The word “credit” can generate a lot of emotions. Some people carry a negative connotation with the term, or think credit means debt and irresponsibility; but credit, when used with providence, can be a very good thing. Though buying a car and home may not be in your immediate plans, your financial choices today affect your long term goals.
Deciding when to start building credit is a personal decision. Credit cards are typically the most common product offered to start building credit history. If you’ve recently made an online purchase, booked a flight, gone to a financial institution or department store, you’ve probably been offered a credit card. Before applying for your first or next card, be sure to know what you’re signing up for.
What is a Credit Card?
A credit card is a card issued from a lender with a set limit available for use. Credit cards can be used to make any purchase. Unlike debit cards that draw funds directly from your accounts, credit cards use borrowed funds to complete transactions. The money used on the card is considered a revolving loan. Revolving means you can use it, pay for what you used, and use it again. You can pay the card back all at once or by making monthly payments. Interest charges are added monthly if the balance due is not paid in full.
The set amount available for use, determined by the lender, is your credit card limit; the proportion you pay, of the borrowed funds used, is the interest rate. Limits and rates vary depending on a variety of factors. Your credit history and even the credit card type can influence your limit qualification and the interest rate at which the cards are offered.
Credit Card Types
Since the usage will directly impact your credit score, choose a card that’s manageable and suits your spending habits. Major credit cards (e.g. Visa, MasterCard, Discover, American Express), often available through banks and credit unions, typically offer lower interest rates and higher limits than store cards (e.g. Target, GAP, Lowe’s credit cards). Many credit cards carry incentives for their use, such as airline miles or points redeemable for cash.

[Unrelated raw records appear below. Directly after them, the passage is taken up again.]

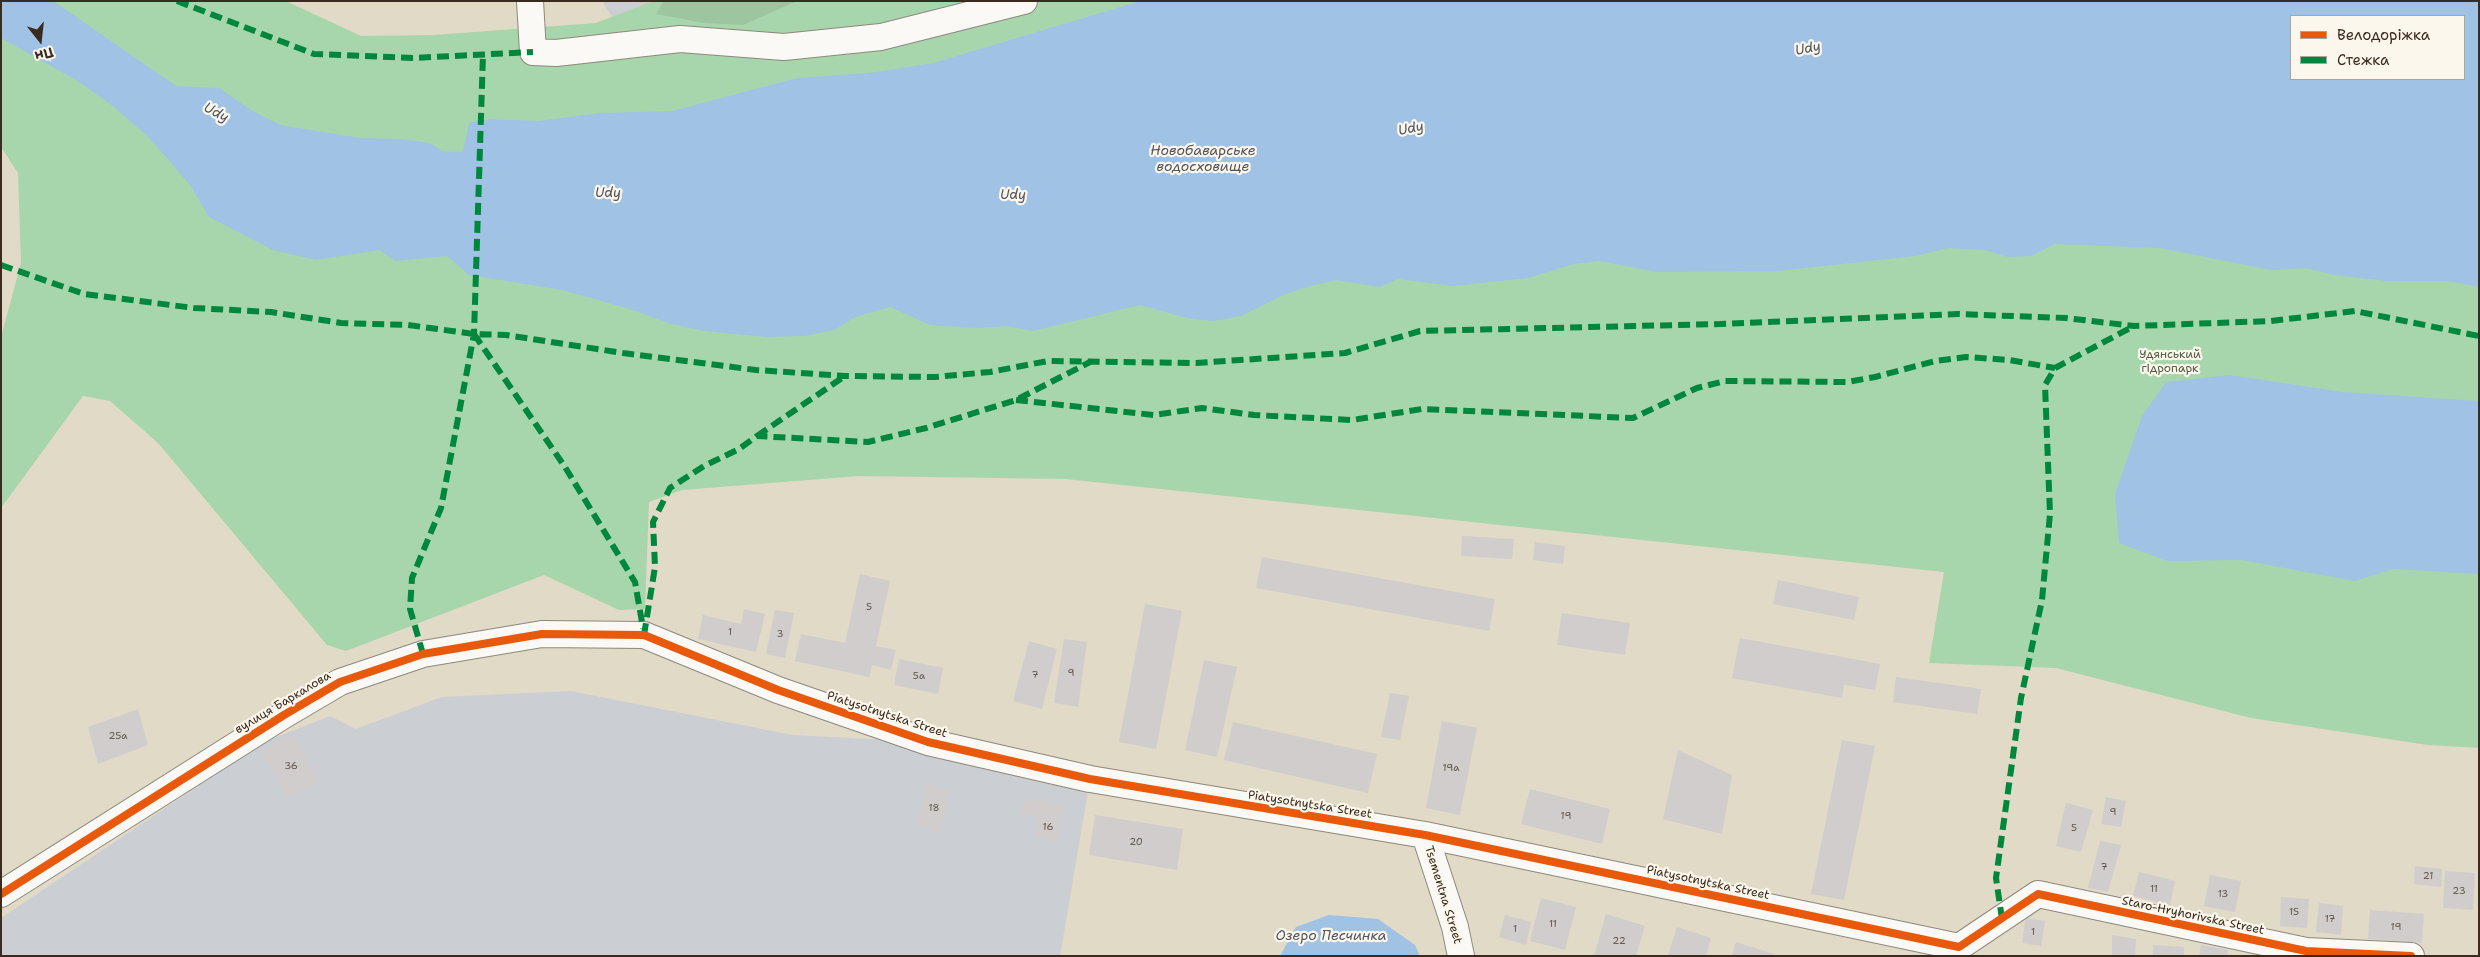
<!DOCTYPE html>
<meta charset="utf-8">
<style>
body{margin:0}
#map{position:relative;width:2480px;height:957px;overflow:hidden;background:#e0dac6;font-family:"Shantell Sans",sans-serif}
canvas{display:block}
.frame{position:absolute;inset:0;border:2px solid #3b2a1e;pointer-events:none}
.legend{position:absolute;left:2290px;top:15px;width:175px;height:65px;box-sizing:border-box;background:#fbf7ec;border:1px solid #aea59a;margin:0;padding:6px 9px;list-style:none;font-size:15px;color:#3b2a1e}
.legend li{display:flex;align-items:center;gap:10px;height:25px}
.legend b{width:25px;border:1px solid #aea59a}
.north{position:absolute;left:15px;top:15px;width:50px;height:50px;-webkit-text-stroke:4px #fbf7ec;paint-order:stroke;rotate:164deg;font-size:14px;font-weight:700;line-height:20px;text-align:center;color:#3b2a1e}
.north::after{content:'';display:block;margin:auto;width:18px;height:22px;background:#3b2a1e;clip-path:polygon(50% 0,100% 100%,50% 72%,0 100%)}
</style>
<div id="map">
<canvas width="2480" height="957"></canvas>
<div class="frame"></div>
<ul class="legend">
<li><b style="height:6px;background:#e8590c"></b>Велодоріжка</li>
<li><b style="height:6px;background:#00873e"></b>Стежка</li>
</ul>
<div class="north">Пн</div>
</div>
<script>
const c = document.querySelector('canvas').getContext('2d');
c.lineJoin = 'round';
function paint(path, color) {
  c.fillStyle = color;
  c.fill(path, 'evenodd');
}
function stroke(path, color, width, dash) {
  c.strokeStyle = color;
  c.lineWidth = width;
  c.lineCap = dash ? 'butt' : 'round';
  c.setLineDash(dash || []);
  c.stroke(path);
}
function label(font, color, halo, rows, align = 'center') {
  c.font = font + ' "Shantell Sans",sans-serif';
  c.lineWidth = 4.5;
  c.setLineDash([]);
  c.textBaseline = 'middle';
  c.strokeStyle = halo;
  c.fillStyle = color;
  for (const [text, x, y, turn = 0] of rows) {
    c.save();
    c.translate(x, y);
    c.rotate((+turn || 0) * Math.PI / 180);
    c.textAlign = isNaN(turn) ? turn : align;
    if (halo) c.strokeText(text, 0, 0);
    c.fillText(text, 0, 0);
    c.restore();
  }
}
const industrial = new Path2D(`
 M602,1H653L612,17Z
 M571,691L792,735L928,742L1090,779L1060,956H1V918L264,742L330,716L356,729L442,697Z`);
const green = new Path2D(`
 M1,1H286L361,36L434,35L596,23L653,1H2479V748L2428,745L2251,718L2056,668L1929,663L1944,572L1066,479L859,476L682,490L649,502L645,609L619,610L544,575L346,651L327,645L158,443L110,401L83,396L1,508V337L21,263L18,173L1,147ZM2291,16H2464V79H2291Z`);
const forest = new Path2D(`
 M664,1H797L743,25L704,23L656,14Z`);
const water = new Path2D(`
 M1,1H53L176,86L219,88L251,110L280,125L360,138L401,139L430,143L442,151L463,152L469,123L489,119L538,121L600,113L672,111L797,78L869,73L933,63L1140,1H2479V287L2447,281H2387L2334,275L2306,268L2271,270L2160,248L2055,244L2031,256L2008,257L1984,250L1948,248L1915,256L1778,271L1657,272L1599,261L1574,264L1528,278L1453,286L1398,279L1380,287L1336,280L1310,286L1283,295L1241,316L1214,321L1191,319L1140,305L1033,331L1007,326L978,328L930,325L890,307L855,317L834,330L804,336L766,337L705,331L671,324L630,309L562,290L469,275L447,256L395,261L379,250L316,260L273,250L209,217L190,185L167,158L146,135L113,106L76,80L1,38ZM2291,16H2464V79H2291Z
 M2229,375L2343,392L2479,401V574L2393,569L2355,581L2241,560L2168,561L2119,543L2115,494L2142,416L2166,382Z
 M1329,915L1378,919L1415,945L1420,956H1280L1296,927Z`);
const building = new Path2D(`
 M1462,536L1514,539L1512,559L1461,556Z
 M1535,542L1565,546L1563,564L1533,560Z
 M1262,557L1495,599L1489,631L1256,588Z
 M860,574L890,581L876,646L896,650L891,670L872,665L869,677L795,661L801,634L845,643Z
 M1778,580L1859,597L1854,620L1773,604Z
 M1145,604L1182,611L1156,749L1119,742Z
 M744,609L765,614L756,652L698,639L703,615L741,624Z
 M775,610L794,613L785,658L766,654Z
 M1562,613L1630,623L1625,655L1557,645Z
 M1740,638L1880,664L1875,690L1844,685L1842,698L1732,678Z
 M1064,639L1087,642L1078,707L1054,703Z
 M1029,641L1057,649L1042,709L1013,701Z
 M899,659L943,668L938,694L894,685Z
 M1204,660L1237,667L1217,757L1185,750Z
 M1896,677L1981,689L1977,714L1893,702Z
 M1390,693L1409,696L1400,740L1381,737Z
 M138,709L148,745L98,764L88,727Z
 M1442,721L1477,728L1460,815L1426,808Z
 M1233,722L1377,754L1368,793L1224,760Z
 M294,734L319,782L288,799L262,751Z
 M1842,740L1875,746L1844,900L1811,894Z
 M1678,750L1732,775L1722,834L1663,819Z
 M926,784L950,789L941,831L917,826Z
 M1530,789L1610,809L1602,844L1521,824Z
 M2106,797L2126,801L2121,827L2101,824Z
 M1024,799L1063,804L1059,841L1034,837L1037,816L1022,814Z
 M2066,803L2093,810L2081,852L2056,846Z
 M1095,815L1183,829L1177,870L1089,855Z
 M2100,841L2121,845L2108,892L2088,888Z
 M2415,866L2442,869L2441,887L2414,884Z
 M2445,871L2475,873L2473,910L2443,908Z
 M2139,872L2175,881L2170,905L2133,896Z
 M2210,875L2241,881L2235,912L2204,906Z
 M2281,897L2309,899L2307,928L2280,926Z
 M1541,898L1576,907L1565,950L1530,941Z
 M2319,903L2343,906L2341,935L2316,932Z
 M2370,910L2424,914L2422,943L2368,939Z
 M1606,914L1645,926L1636,956H1594Z
 M1505,915L1531,922L1526,945L1499,937Z
 M2026,918L2045,921L2041,946L2022,943Z
 M1677,927L1711,938L1706,956H1668Z
 M2112,935L2136,939L2135,956H2112Z
 M1736,942L1774,954L1773,956H1732Z
 M2153,945L2184,947V956H2153Z
 M2201,945L2228,950L2227,956H2199Z`);
const minor = new Path2D(`
 M530,1L533,52L556,53L680,39L784,47L881,37L1024,1
 M1425,835L1455,927L1461,956
 M1,894L284,715L340,682L423,654L542,634L644,635L778,690L928,742L1090,779L1425,835L1959,947L2038,894L2306,951L2411,956`);
const quiet = new Path2D(`
 M177,1L314,54L413,58L533,52
 M1,265L84,294L194,308L271,312L341,323L408,325L474,334L506,335L623,353L756,370L845,376L935,377L990,372L1048,361L1196,363L1345,353L1420,331L1721,324L1957,314L2066,318L2134,326L2271,321L2355,311L2479,336
 M474,334L565,467L635,582L643,628
 M1016,400L1154,415L1202,408L1254,415L1352,420L1422,409L1633,418L1697,388L1725,381L1847,382L1875,377L1935,361L1966,357L2009,360L2055,368
 M757,436L845,376
 M644,635L655,567L653,522L670,488L704,466L739,449L757,436L868,442L926,428L1016,400L1090,362
 M423,654L410,609L412,578L441,508L474,334L483,54
 M2002,919L1996,878L2021,698L2042,600L2050,514L2045,385L2055,368L2134,326`);
const cycleway = new Path2D(`
 M1,894L284,715L340,682L423,654L542,634L644,635L778,690L928,742L1090,779L1425,835L1959,947L2038,894L2306,951L2411,956`);
const numberNames = [
 ["5",869,607],
 ["1",730,632],
 ["3",780,634],
 ["9",1071,673],
 ["7",1035,675],
 ["5а",919,676],
 ["25а",118,736],
 ["36",291,766],
 ["19а",1451,768],
 ["18",934,808],
 ["9",2113,812],
 ["19",1566,816],
 ["16",1048,827],
 ["5",2074,828],
 ["20",1136,842],
 ["7",2104,867],
 ["21",2428,876],
 ["11",2154,889],
 ["23",2459,891],
 ["13",2223,894],
 ["15",2294,912],
 ["17",2330,919],
 ["11",1553,924],
 ["19",2396,927],
 ["1",1515,929],
 ["1",2033,932],
 ["22",1619,941]
];
const parkNames = [
 ["Удянський",2170,355],
 ["гідропарк",2170,369]
];
const streetNames = [
 ["вулиця Баркалова",283,703,-31],
 ["Piatysotnytska Street",887,715,18],
 ["Piatysotnytska Street",1310,805,9],
 ["Piatysotnytska Street",1708,883,12],
 ["Tsementna Street",1443,895,73],
 ["Staro-Hryhorivska Street",2193,916,12]
];
const waterNames = [
 ["Udy",1808,49,-11],
 ["Udy",216,113,28],
 ["Udy",1411,129,-11],
 ["Новобаварське",1203,151],
 ["водосховище",1203,167],
 ["Udy",608,193],
 ["Udy",1013,195],
 ["Озеро Песчинка",1331,936]
];
paint(industrial, '#cbced3');
paint(green, '#a8d6ac');
paint(forest, '#9cc5a0');
paint(water, '#a0c2e4');
paint(building, '#d1cdcd');
stroke(minor, '#8e887c', 28);
stroke(minor, '#faf9f6', 26);
stroke(quiet, '#00873e', 6, [12, 6]);
stroke(cycleway, '#e8590c', 8);
label('10px', '#60534a', null, numberNames);
label('12px', '#4e5c42', '#fbf7ec', parkNames);
label('12px', '#3b2a1e', '#fbf7ec', streetNames);
label('italic 14px', '#51545d', '#fbf7ec', waterNames);
</script>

The amount you borrow and don’t pay back reports to credit bureaus monthly. If you plan on keeping a balance on your credit card, be sure to keep the balance due below 30 percent of your limit to optimize your credit score.
Credit Card Pitfalls
Be cautious with your selection and usage of credit cards. Certain lenders have an annual maintenance fee to keep the card open, or offer a low introductory rate only to increase it after the first year. When credit cards are not paid back in full, interest fees are added to the balance. Minimum payments typically go to cover the interest charges rather than the original amount you used. These fees add up, and over time can make it seem as though no progress is being made to pay down the borrowed amount.
Additionally, while credit cards are a great way to start building credit, it’s better not to use one than to use it irresponsibly. Late payments, maintaining a high balance, and maxing out credit cards can all affect your score negatively. It only takes a little while to bring down a credit score, but can take years to repair one.
Credit cards can be helpful for emergencies or simply to show positive repayment history. They can also be overwhelming—and even confusing, so apply for one when you’re ready to take on the responsibility. Your financial independence and well-being is in your hands.